Segment Open
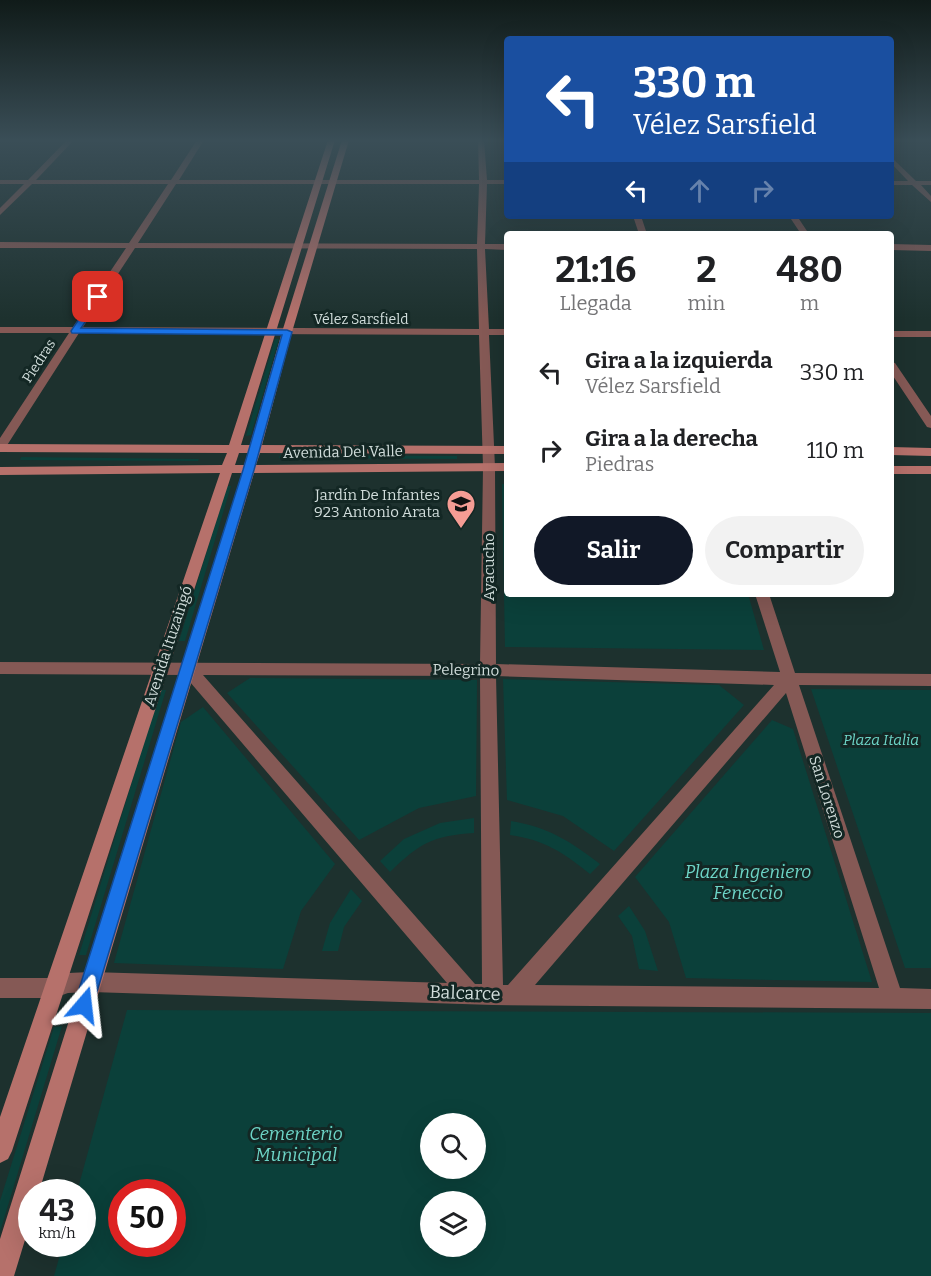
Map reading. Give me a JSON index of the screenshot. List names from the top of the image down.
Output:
{
  "streets": {
    "main road": ["Avenida Del Valle", "Avenida Ituzaingó"],
    "street": [
      "Vélez Sarsfield",
      "Piedras",
      "Ayacucho",
      "Pelegrino",
      "San Lorenzo",
      "Balcarce"
    ]
  },
  "crossings": [
    ["Vélez Sarsfield", "Piedras"],
    ["Vélez Sarsfield", "Ayacucho"],
    ["Vélez Sarsfield", "Avenida Ituzaingó"],
    ["Piedras", "Avenida Del Valle"],
    ["Avenida Del Valle", "Ayacucho"],
    ["Avenida Del Valle", "Avenida Ituzaingó"],
    ["Ayacucho", "Pelegrino"],
    ["Ayacucho", "Balcarce"],
    ["Avenida Ituzaingó", "Pelegrino"],
    ["Avenida Ituzaingó", "Balcarce"],
    ["Pelegrino", "San Lorenzo"],
    ["San Lorenzo", "Balcarce"]
  ],
  "parks": ["Plaza Italia", "Plaza Ingeniero Feneccio", "Cementerio Municipal"],
  "places": {
    "school or university": ["Jardín De Infantes 923 Antonio Arata"]
  },
  "page": {
    "turn": ["330 m", "Vélez Sarsfield"],
    "eta": [
      "21:16",
      "Llegada",
      "2",
      "min",
      "480",
      "m"
    ],
    "list": [
      {
        "name": "Gira a la izquierda",
        "note": "Vélez Sarsfield",
        "value": "330 m"
      },
      {
        "name": "Gira a la derecha",
        "note": "Piedras",
        "value": "110 m"
      }
    ],
    "buttons": ["Salir", "Compartir"],
    "speed": "43 km/h",
    "limit": "50"
  }
}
Segment Closed
# PROBLEM DESCRIPTION
The material is to be reproduced verbatim, and no picture may appear in the copy.

# TASK RESPONSE
Map reading. Give me a JSON index of the screenshot. List names from the top of the image down.
Output:
{
  "streets": {
    "main road": ["Avenida Del Valle", "Avenida Ituzaingó"],
    "street": [
      "Vélez Sarsfield",
      "Piedras",
      "Ayacucho",
      "Pelegrino",
      "San Lorenzo",
      "Balcarce"
    ]
  },
  "crossings": [
    ["Vélez Sarsfield", "Piedras"],
    ["Vélez Sarsfield", "Ayacucho"],
    ["Vélez Sarsfield", "Avenida Ituzaingó"],
    ["Piedras", "Avenida Del Valle"],
    ["Avenida Del Valle", "Ayacucho"],
    ["Avenida Del Valle", "Avenida Ituzaingó"],
    ["Ayacucho", "Pelegrino"],
    ["Ayacucho", "Balcarce"],
    ["Avenida Ituzaingó", "Pelegrino"],
    ["Avenida Ituzaingó", "Balcarce"],
    ["Pelegrino", "San Lorenzo"],
    ["San Lorenzo", "Balcarce"]
  ],
  "parks": ["Plaza Italia", "Plaza Ingeniero Feneccio", "Cementerio Municipal"],
  "places": {
    "school or university": ["Jardín De Infantes 923 Antonio Arata"]
  },
  "page": {
    "turn": ["330 m", "Vélez Sarsfield"],
    "eta": [
      "21:16",
      "Llegada",
      "2",
      "min",
      "480",
      "m"
    ],
    "list": [
      {
        "name": "Gira a la izquierda",
        "note": "Vélez Sarsfield",
        "value": "330 m"
      },
      {
        "name": "Gira a la derecha",
        "note": "Piedras",
        "value": "110 m"
      }
    ],
    "buttons": ["Salir", "Compartir"],
    "speed": "43 km/h",
    "limit": "50"
  }
}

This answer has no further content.